El viejo y entrañable -blanco y verde, verde y blanco- Heliópolis no ha podido cumplir sus bodas de oro. El cincuenta aniversario de aquella fecha en la que Gaspar Rubio y Padrón le metieron cinco goles a Portugal ha sido para Benito Villamarín, nombre adquirido en la década de los cincuenta,que es cuando se inició el secuestro de lo popular futbolístico, en beneficio de los santones de la burguesía bienpensante. En los aniversar¡os ya no estarán Nervión, Chamartín, Mestalla, Buenavista o La Puentecilla. Ahora muchos campos de fútbol tienen nombre de señor con puro.

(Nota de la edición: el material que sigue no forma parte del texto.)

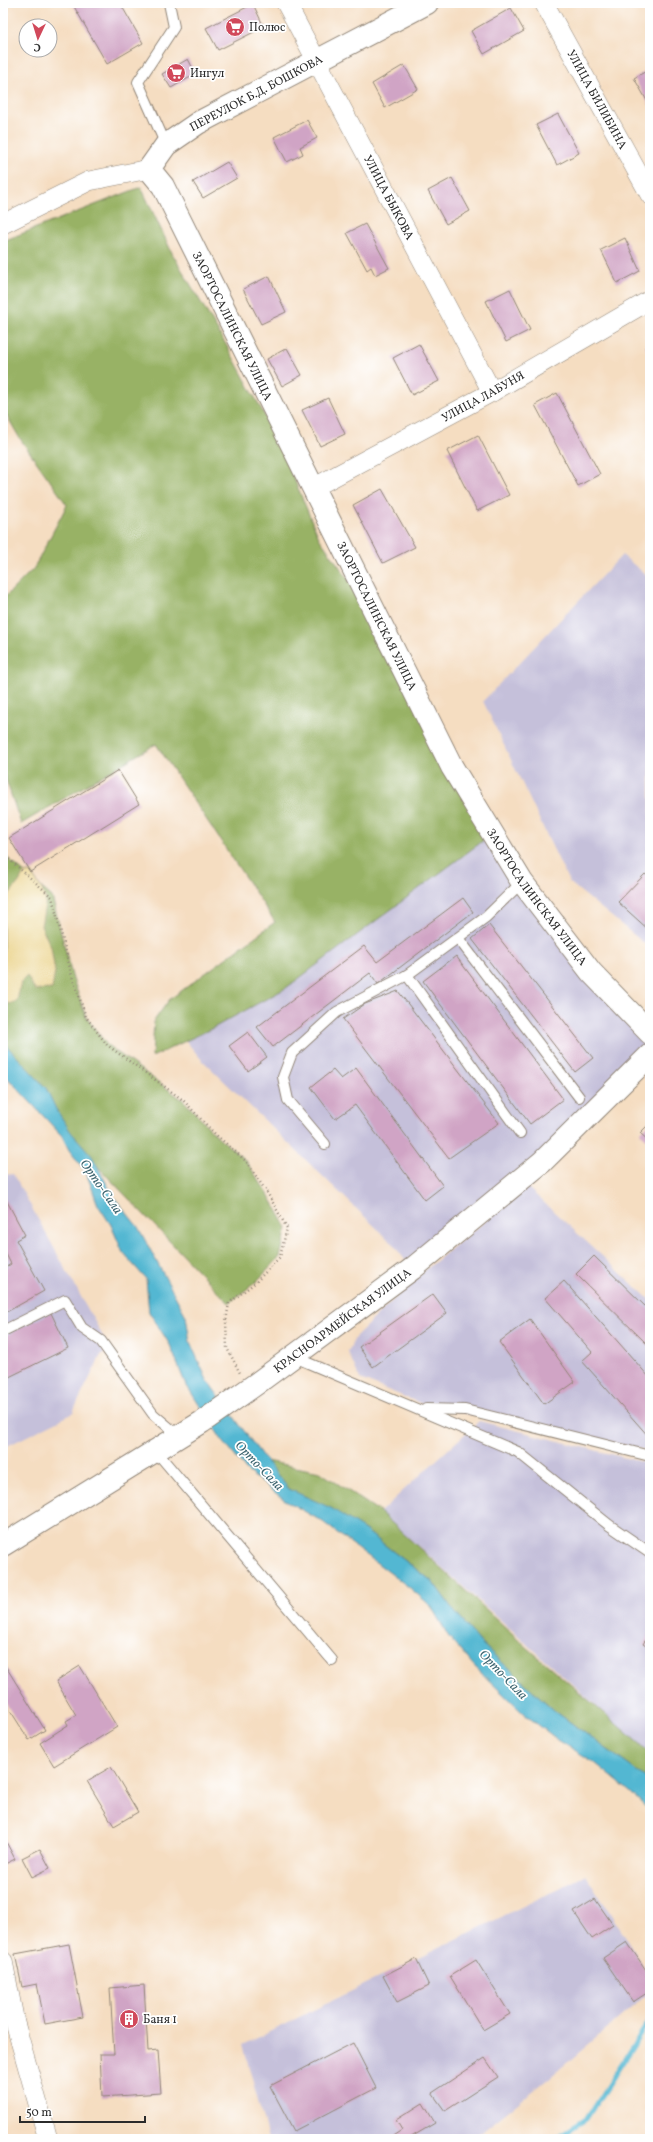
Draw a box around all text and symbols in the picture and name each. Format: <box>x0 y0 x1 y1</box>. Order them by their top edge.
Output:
supermarket icon: Полюс <box>224 16 246 38</box>
north arrow <box>18 18 58 58</box>
place label: Полюс <box>249 20 285 36</box>
text: С <box>33 39 41 54</box>
street label: УЛИЦА БИЛИБИНА <box>562 47 631 153</box>
street label: ПЕРЕУЛОК Б.Д. БОШКОВА <box>187 52 326 136</box>
supermarket icon: Ингул <box>165 62 187 84</box>
place label: Ингул <box>190 66 225 82</box>
street label: УЛИЦА БЫКОВА <box>359 153 417 244</box>
street label: ЗАОРТОСАЛИНСКАЯ УЛИЦА <box>188 249 276 404</box>
street label: УЛИЦА ЛАБУНЯ <box>439 368 528 427</box>
street label: ЗАОРТОСАЛИНСКАЯ УЛИЦА <box>332 539 420 694</box>
street label: ЗАОРТОСАЛИНСКАЯ УЛИЦА <box>482 826 591 970</box>
water label: Орто-Сала <box>75 1156 126 1218</box>
street label: КРАСНОАРМЕЙСКАЯ УЛИЦА <box>271 1265 415 1377</box>
water label: Орто-Сала <box>230 1437 287 1495</box>
water label: Орто-Сала <box>474 1646 531 1704</box>
building icon: Баня 1 <box>118 2008 140 2030</box>
place label: Баня 1 <box>143 2012 177 2028</box>
scale bar <box>20 2098 145 2124</box>
text: 50 m <box>26 2105 52 2121</box>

Antes, los campos de fútbol tenían nombre de barriada popular; antes, los campos de fútbol tenían una significación puramente topográfica, o así. Cuando el triunfalismo deportivo se implantó de una ma nera definitiva tomó cuerpo la cursilería de llamar estadios a los campos de fútbol y bautizar a estos con los nombres de sus presidentes. En algunas ciudades, pese a la construcción de nuevos recintos, se mantuvo la idea de colocar en los rótulos el nombre del emplazamiento, y así, Torrero, por ejemplo, se convirtió en La Romareda. En otros lugares, aunque se mantuvo el mismo emplazamiento, bastaron unas obras de remodelación para que la fachada contara con un luminoso dedicado al señor presidente.La relación de los campos de fútbol actuales es para los niños de los cromos un jeroglífico como el de los reyes godos. En Madrid se acepta fácilmente lo de Bernabéu y hasta lo de Calderón, pero a un niño de aquí se le funden los plomos cuando lee nombres como éstos: Sánchez Pizjuán, Benito Villamarín, Ramón de Carranza, Antonio Franco Navarro, Domecq, Carlos Tartiere, Luis Casanova, Hermanos Antuña, Ramón Sánchez Puerta, Luis Sitjar, Manuel Rivera, López Cortázar, Alfonso Morube, Alvarez Claro, Antonio de Amilibia, José Rico Pérez. De entrada, y para quitarse uno al chaval de encima, puede contestarle simplemente que son señores que ganaron la guerra. Pero como los niños de hoy no se contentan fácilmente, empiezan a discriminar entre la lista y te preguntan si el Domecq es también ganadero como Morube, si algunos de esos nombres es el de una sociedad anónima y, finalmente, si todos han pagado de su bolsillo el campo.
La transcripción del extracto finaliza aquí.